[RECORDS Boundary: Start]

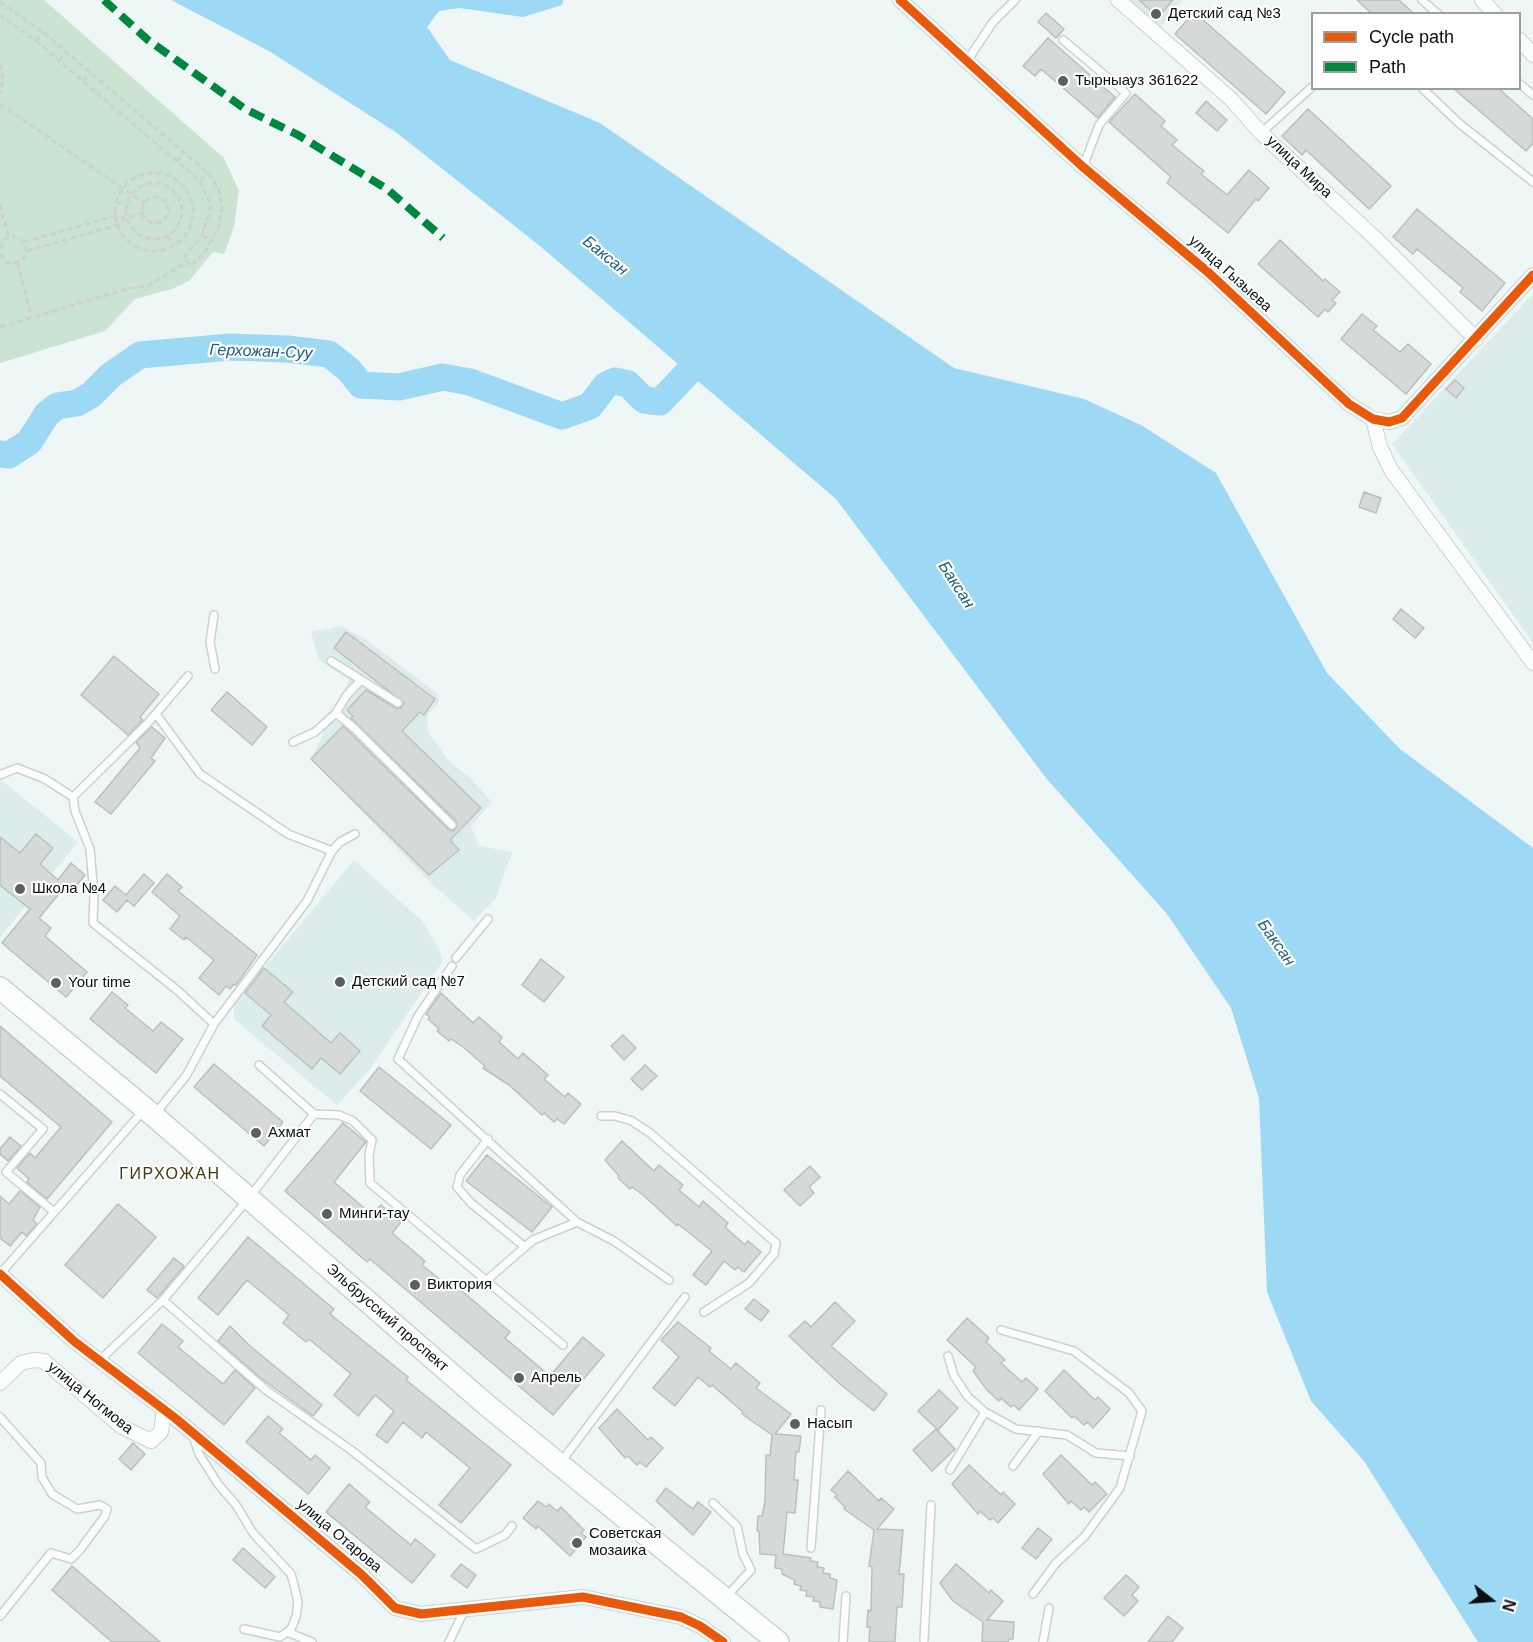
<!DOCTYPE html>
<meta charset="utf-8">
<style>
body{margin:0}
#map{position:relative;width:1533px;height:1642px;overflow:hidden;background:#eef6f6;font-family:Arial,sans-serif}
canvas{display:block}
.legend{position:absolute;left:1311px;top:12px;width:210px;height:78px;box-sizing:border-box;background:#fff;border:2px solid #9d9f9f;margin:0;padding:8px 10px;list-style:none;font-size:18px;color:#0a0f0f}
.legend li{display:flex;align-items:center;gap:12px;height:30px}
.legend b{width:30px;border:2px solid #9d9f9f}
.north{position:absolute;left:1461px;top:1570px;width:60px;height:60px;-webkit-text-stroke:4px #fff;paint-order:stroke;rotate:107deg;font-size:16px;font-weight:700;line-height:24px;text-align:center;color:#0a0f0f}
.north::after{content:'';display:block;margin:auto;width:21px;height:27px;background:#0a0f0f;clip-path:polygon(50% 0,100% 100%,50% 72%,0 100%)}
</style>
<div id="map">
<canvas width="1533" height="1642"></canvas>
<ul class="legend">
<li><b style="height:8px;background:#e8590c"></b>Cycle path</li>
<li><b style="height:8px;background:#00873e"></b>Path</li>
</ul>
<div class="north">N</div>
</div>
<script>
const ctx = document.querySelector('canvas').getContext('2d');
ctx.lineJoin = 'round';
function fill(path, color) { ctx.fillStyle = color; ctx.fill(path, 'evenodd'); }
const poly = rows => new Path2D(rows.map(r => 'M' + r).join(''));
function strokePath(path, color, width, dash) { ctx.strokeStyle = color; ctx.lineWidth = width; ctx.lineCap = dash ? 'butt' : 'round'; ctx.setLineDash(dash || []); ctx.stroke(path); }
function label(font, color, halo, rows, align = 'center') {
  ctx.font = font + ' Arial,sans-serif'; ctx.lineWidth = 4.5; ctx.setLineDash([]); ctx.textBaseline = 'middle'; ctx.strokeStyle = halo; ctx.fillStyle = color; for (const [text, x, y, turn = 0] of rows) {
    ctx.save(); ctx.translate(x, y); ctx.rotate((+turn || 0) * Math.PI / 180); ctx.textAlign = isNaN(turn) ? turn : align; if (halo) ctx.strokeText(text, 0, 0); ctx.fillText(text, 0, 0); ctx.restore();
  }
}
fill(poly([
 [1124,0,1183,0,1159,29],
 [1533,294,1533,643,1392,444],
 [341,626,368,641,439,695,438,704,427,716,428,732,448,760,470,778,492,802,471,826,479,846,512,852,496,898,474,921,432,884,311,759,349,680,319,660,311,632],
 [1,780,78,842,0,937,0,781],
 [354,860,422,921,439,949,443,961,370,1069,337,1105,234,1019,234,1004]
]), '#dbeceb');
fill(poly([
 [0,0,44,0,224,158,239,191,234,227,224,254,213,252,189,281,172,289,135,299,105,331,0,363]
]), '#cae4d1');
fill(poly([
 [171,0,563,0,562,5,523,17,459,8,439,11,427,27,450,60,600,123,954,368,1084,399,1141,425,1216,473,1327,673,1400,749,1533,848,1533,1642,1478,1642,1364,1461,1311,1401,1267,1292,1259,1098,1231,1008,1167,914,1046,778,836,499,540,246,397,133,269,51]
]), '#9dd9f5');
strokePath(poly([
 [0,454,9,455,29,442,47,414,57,406,77,403,91,395,111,375,140,355,230,347,287,349,329,354,349,370,361,385,399,387,443,377,470,382,562,416,590,406,606,385,615,381,628,384,644,400,660,402,713,346]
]), '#9dd9f5', 27);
const building = poly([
 [1139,0,1173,0,1158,17,1139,0],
 [1357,0,1399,0,1414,14,1372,14,1357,0],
 [1194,12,1285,92,1266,114,1175,34,1194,12],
 [1046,13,1064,29,1056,38,1038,22,1046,13],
 [1048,38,1115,97,1098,118,1041,69,1035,76,1023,66,1048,38],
 [1453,88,1498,88,1533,119,1533,143,1526,151,1453,88],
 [1135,94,1165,121,1161,126,1177,140,1172,145,1204,171,1201,174,1227,195,1249,170,1269,188,1258,201,1256,199,1228,233,1167,183,1171,177,1109,122,1135,94],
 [1206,101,1227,120,1217,131,1196,113,1206,101],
 [1308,109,1391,186,1369,209,1306,150,1302,155,1282,136,1308,109],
 [1417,209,1505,283,1482,311,1460,292,1463,288,1417,249,1413,254,1393,237,1417,209],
 [1280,240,1323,281,1325,279,1340,292,1332,300,1336,303,1328,312,1325,309,1318,317,1258,264,1280,240],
 [1362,314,1377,326,1373,330,1400,352,1408,344,1431,364,1406,394,1341,339,1362,314],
 [1455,380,1464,388,1456,398,1446,389,1455,380],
 [1364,492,1381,498,1376,513,1359,507,1364,492],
 [1401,609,1424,628,1415,638,1393,619,1401,609],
 [346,632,435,699,424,715,420,712,402,731,481,808,450,840,459,850,429,875,311,759,343,726,448,829,453,831,457,827,456,821,351,718,353,716,347,710,366,690,396,708,401,708,404,703,334,648,346,632],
 [114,656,159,694,140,717,143,720,128,735,81,695,114,656],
 [227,692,267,727,252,745,211,710,227,692],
 [152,727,165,738,151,758,155,761,111,814,95,802,140,748,136,742,152,727],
 [36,834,53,848,40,864,58,880,71,863,85,875,69,895,62,890,39,918,51,928,45,936,87,972,66,997,2,943,30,909,0,885,0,837,20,853,36,834],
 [144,874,154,883,134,906,127,900,117,912,103,900,115,886,126,895,144,874],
 [167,874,182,887,178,891,257,955,236,985,234,984,230,989,226,986,219,995,199,978,214,960,186,937,184,940,170,929,180,916,152,892,167,874],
 [541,959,564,977,544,1002,522,985,541,959],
 [264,968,293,992,284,1002,331,1043,340,1033,360,1051,340,1074,321,1058,312,1069,262,1026,271,1015,245,993,264,968],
 [112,992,128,1005,125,1008,153,1031,161,1022,183,1039,156,1073,90,1019,112,992],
 [441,993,473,1023,479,1017,502,1037,499,1042,518,1059,523,1053,548,1075,544,1079,565,1097,568,1093,581,1104,564,1124,557,1119,554,1122,544,1113,542,1115,509,1085,483,1068,485,1066,463,1047,451,1039,449,1041,437,1031,439,1029,428,1019,430,1017,426,1014,441,993],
 [0,1026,112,1122,47,1199,27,1182,29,1179,17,1168,30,1153,35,1158,61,1127,0,1076,0,1026],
 [623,1035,636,1048,624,1060,611,1046,623,1035],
 [214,1064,283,1122,264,1146,194,1087,214,1064],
 [645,1065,657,1076,642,1090,631,1079,645,1065],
 [379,1067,451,1125,431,1149,360,1091,379,1067],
 [343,1123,366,1142,334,1182,372,1215,381,1205,401,1222,392,1233,425,1261,422,1265,453,1290,456,1286,510,1332,505,1338,550,1376,583,1337,604,1355,553,1415,370,1259,367,1262,285,1191,343,1123],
 [10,1137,21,1146,8,1161,0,1154,0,1149,10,1137],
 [622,1141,654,1171,659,1165,683,1185,679,1190,699,1207,703,1201,728,1223,725,1227,745,1245,748,1241,761,1252,744,1272,738,1267,735,1270,724,1261,706,1285,693,1275,712,1251,678,1224,677,1226,643,1195,632,1187,630,1189,618,1178,619,1176,605,1160,622,1141],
 [487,1155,552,1207,532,1232,466,1181,487,1155],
 [810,1166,820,1177,809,1187,814,1193,800,1206,784,1190,810,1166],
 [20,1191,40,1207,33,1220,37,1224,26,1236,22,1232,10,1246,0,1238,0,1196,9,1204,20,1191],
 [118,1204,156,1237,103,1298,65,1265,118,1204],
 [248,1237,334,1309,330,1314,408,1377,406,1380,511,1465,461,1523,439,1505,470,1468,426,1432,422,1438,403,1422,387,1443,376,1435,394,1411,375,1395,358,1416,334,1395,351,1374,309,1339,306,1342,283,1323,289,1315,247,1280,218,1315,198,1298,248,1237],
 [174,1258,184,1266,157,1298,147,1290,174,1258],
 [754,1299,769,1311,761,1321,745,1309,754,1299],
 [835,1302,855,1321,831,1346,887,1394,874,1411,841,1385,789,1336,805,1321,811,1327,835,1302],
 [967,1318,989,1338,986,1342,1005,1360,1001,1363,1022,1382,1026,1378,1038,1389,1019,1410,1014,1405,1011,1407,1001,1398,999,1401,987,1390,973,1371,976,1367,947,1340,967,1318],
 [678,1322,711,1348,709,1351,731,1369,736,1363,760,1383,756,1388,791,1414,775,1434,801,1436,799,1452,796,1451,794,1480,798,1480,795,1513,787,1512,783,1554,811,1558,810,1561,818,1562,817,1567,824,1568,823,1573,830,1574,830,1578,837,1580,833,1609,820,1607,820,1602,813,1601,814,1597,806,1596,807,1591,800,1590,801,1586,794,1584,795,1580,782,1574,782,1569,775,1568,776,1555,760,1554,759,1531,757,1531,758,1516,762,1516,765,1502,766,1455,770,1456,772,1435,742,1414,743,1412,712,1385,710,1387,698,1377,675,1406,653,1388,679,1357,661,1340,678,1322],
 [162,1324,183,1341,178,1347,223,1384,235,1370,255,1388,224,1425,138,1353,162,1324],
 [230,1326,250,1346,322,1405,313,1416,262,1379,218,1341,230,1326],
 [1064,1370,1095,1400,1098,1397,1110,1409,1093,1428,1087,1422,1084,1425,1074,1416,1072,1418,1045,1391,1064,1370],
 [939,1390,958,1408,938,1430,918,1411,939,1390],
 [617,1409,648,1440,651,1437,663,1448,646,1467,640,1462,637,1465,628,1456,625,1458,599,1428,617,1409],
 [268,1416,283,1429,279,1433,311,1460,315,1455,330,1468,308,1494,246,1442,268,1416],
 [936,1429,955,1449,932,1471,913,1450,936,1429],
 [133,1443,145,1454,131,1470,119,1459,133,1443],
 [1061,1455,1092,1485,1095,1482,1107,1494,1089,1512,1084,1507,1081,1510,1071,1501,1069,1504,1043,1474,1061,1455],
 [969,1465,1001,1495,1003,1492,1015,1504,998,1523,993,1518,990,1520,980,1511,978,1514,952,1484,969,1465],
 [848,1471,879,1501,881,1498,894,1509,877,1529,903,1530,899,1574,904,1574,902,1607,897,1607,895,1642,869,1642,870,1627,867,1627,868,1610,871,1611,872,1567,869,1566,874,1530,844,1509,845,1507,835,1497,837,1495,831,1490,848,1471],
 [349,1484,370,1502,365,1507,411,1545,415,1539,435,1555,412,1583,326,1512,349,1484],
 [666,1488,693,1509,698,1502,711,1512,693,1535,656,1501,666,1488],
 [538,1501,546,1507,549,1504,557,1511,561,1507,584,1530,581,1533,586,1537,570,1556,538,1526,536,1529,523,1518,538,1501],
 [1038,1528,1052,1539,1036,1559,1022,1548,1038,1528],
 [243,1548,275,1577,265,1588,233,1560,243,1548],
 [461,1564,476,1575,467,1588,451,1576,461,1564],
 [956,1564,989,1593,991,1590,1003,1601,987,1620,1014,1622,1013,1639,1009,1639,1008,1642,982,1642,983,1622,953,1601,940,1583,956,1564],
 [72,1566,160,1642,112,1642,52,1590,72,1566],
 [1126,1575,1139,1587,1132,1595,1138,1601,1124,1616,1104,1598,1126,1575],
 [1168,1616,1183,1628,1172,1642,1148,1642,1168,1616]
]);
fill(building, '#d5dad9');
strokePath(building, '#b9c0be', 1.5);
const service = poly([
 [1422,0,1438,14],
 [1063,40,1126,93,1099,125,1083,167],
 [967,61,993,22,1015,0],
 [1520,84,1533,95],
 [1422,88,1460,124,1533,182],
 [1261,133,1312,87],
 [214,615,210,642,215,669],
 [331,661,398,703],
 [188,676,147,724,73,797,75,811,90,849,94,895,93,923,177,990,214,1024],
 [336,713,346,696,361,680],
 [156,714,200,774,288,834,332,851],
 [293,742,315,732,336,713,354,728,452,825],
 [0,775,17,768,45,779,73,797],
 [456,958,488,919],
 [452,966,418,1016,398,1059,577,1222,614,1241,669,1280],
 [259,1065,314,1114,339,1115,353,1121,372,1140,369,1155,370,1183,563,1345],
 [0,1094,43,1129,6,1172,53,1211],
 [155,1114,186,1076,214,1024,307,901,332,851,340,842,355,834],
 [601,1116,615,1116,632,1121,650,1133,776,1243,774,1254,749,1283,704,1312],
 [488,1139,460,1175,457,1187,471,1203,525,1247],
 [0,1274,143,1111],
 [487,1280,533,1240,577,1222],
 [163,1300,266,1390,351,1450,476,1549,505,1535,512,1526],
 [1001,1330,1074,1351,1129,1393,1142,1411,1120,1488,1085,1536,1056,1563,1033,1594],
 [948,1356,954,1376,968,1397,985,1412],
 [100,1360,163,1300,249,1198,314,1114],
 [0,1417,41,1463,42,1477,52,1494,77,1509,100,1505,107,1509,105,1516,80,1550,71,1559,51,1553,0,1616],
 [193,1436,199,1454,218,1484,236,1505,253,1533,291,1574,294,1585,298,1602,296,1617,291,1629,280,1637,244,1629],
 [561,1462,685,1297],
 [1013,1466,1039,1431],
 [950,1470,985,1412,1016,1429,1067,1435,1096,1453,1130,1456],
 [713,1503,737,1526,743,1554,751,1570,727,1596],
 [811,1548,821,1410],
 [287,1632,312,1642],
 [924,1640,931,1505],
 [449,1642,465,1609],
 [843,1642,846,1596],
 [1043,1642,1049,1608]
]);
const minor = poly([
 [900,0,1083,167,1209,273,1349,404,1373,419,1389,422,1402,418,1533,275],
 [1118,0,1231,99,1261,133,1375,238,1476,339],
 [1482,0,1495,14],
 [1520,40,1533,55],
 [1373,419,1380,447,1391,470,1533,663],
 [0,1274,75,1342,175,1418,362,1575,395,1608,421,1614,583,1597,681,1617,700,1626,723,1642],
 [0,1383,21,1363,34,1360,44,1361,122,1427,151,1441,161,1432,164,1410]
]);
const primary = poly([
 [0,988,154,1116,489,1407,778,1642]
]);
strokePath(service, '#cbd1d1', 10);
strokePath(minor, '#cbd1d1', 16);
strokePath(primary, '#cbd1d1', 24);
strokePath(poly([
 [0,2,43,32,208,173,219,189,222,207,219,227,203,255,190,266,184,257,202,236,211,206,200,181,36,41,0,15],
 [36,41,43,32],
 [59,61,67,52],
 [0,64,3,79,0,94],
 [83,81,90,73],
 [0,104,144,203],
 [177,161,184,153],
 '115 212a39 39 0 1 1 78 0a39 39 0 1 1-78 0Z',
 [200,181,208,173],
 '126 211a28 28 0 1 1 56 0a28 28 0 1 1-56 0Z',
 '142 210a13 13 0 1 1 26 0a13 13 0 1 1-26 0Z',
 [116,202,127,205],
 [0,204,9,237],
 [168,236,174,245],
 [202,236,213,241],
 [24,242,115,216,127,218],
 [0,248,5,239,13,236,24,242,27,251,24,258,14,264,6,262,0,252],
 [27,251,117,225,127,218,143,213],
 [18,263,31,317],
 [0,327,130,288,148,286,187,262]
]), '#ced1d1', 3, [6, 3]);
strokePath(service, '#fcfefe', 7);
strokePath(minor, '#fcfefe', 14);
strokePath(primary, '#fcfefe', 21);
strokePath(poly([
 [104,0,148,40,245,109,298,135,387,189,443,238]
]), '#00873e', 8, [15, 8]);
strokePath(poly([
 [900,0,1083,167,1209,273,1349,404,1373,419,1389,422,1402,418,1533,275],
 [0,1274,75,1342,175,1418,362,1575,395,1608,421,1614,583,1597,681,1617,700,1626,723,1642]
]), '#e8590c', 9);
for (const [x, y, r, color] of [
 [1156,14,6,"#5a6060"],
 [1063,81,6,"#5a6060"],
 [20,889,6,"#5a6060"],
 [340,982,6,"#5a6060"],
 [56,983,6,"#5a6060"],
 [256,1133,6,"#5a6060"],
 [327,1214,6,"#5a6060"],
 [415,1285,6,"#5a6060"],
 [519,1378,6,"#5a6060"],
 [795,1424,6,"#5a6060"],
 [577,1543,6,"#5a6060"]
]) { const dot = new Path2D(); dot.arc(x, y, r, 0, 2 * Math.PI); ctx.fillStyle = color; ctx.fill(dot); strokePath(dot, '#fff', 2); }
label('15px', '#0a0f0f', '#fff', [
 ["Детский сад №3",1168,14],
 ["Тырныауз 361622",1075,81],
 ["Школа №4",32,889],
 ["Детский сад №7",352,982],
 ["Your time",68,983],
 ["Ахмат",268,1133],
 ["Минги-тау",339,1214],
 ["Виктория",427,1285],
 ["Апрель",531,1378],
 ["Насып",807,1424],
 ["Советская",589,1534],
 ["мозаика",589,1551]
], 'left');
label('15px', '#0a0f0f', '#fff', [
 ["улица Мира",1299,167,43],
 ["улица Гызыева",1230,274,42],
 ["Эльбрусский проспект",387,1318,41],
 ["улица Ногмова",90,1398,39],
 ["улица Отарова",339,1536,40]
]);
label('italic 16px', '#1d5d79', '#fff', [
 ["Баксан",605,256,39],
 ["Герхожан-Суу",261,352,2],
 ["Баксан",956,585,57],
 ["Баксан",1276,943,55]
]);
ctx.letterSpacing = '1.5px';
label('16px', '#46380f', '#fff', [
 ["ГИРХОЖАН",170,1175]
]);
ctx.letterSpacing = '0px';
</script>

[RECORDS Boundary: End]

WORK TO COMPLETE:
Return only the lines of the records in which the string "lineWidth" appears.

REPLY:
function strokePath(path, color, width, dash) { ctx.strokeStyle = color; ctx.lineWidth = width; ctx.lineCap = dash ? 'butt' : 'round'; ctx.setLineDash(dash || []); ctx.stroke(path); }
  ctx.font = font + ' Arial,sans-serif'; ctx.lineWidth = 4.5; ctx.setLineDash([]); ctx.textBaseline = 'middle'; ctx.strokeStyle = halo; ctx.fillStyle = color; for (const [text, x, y, turn = 0] of rows) {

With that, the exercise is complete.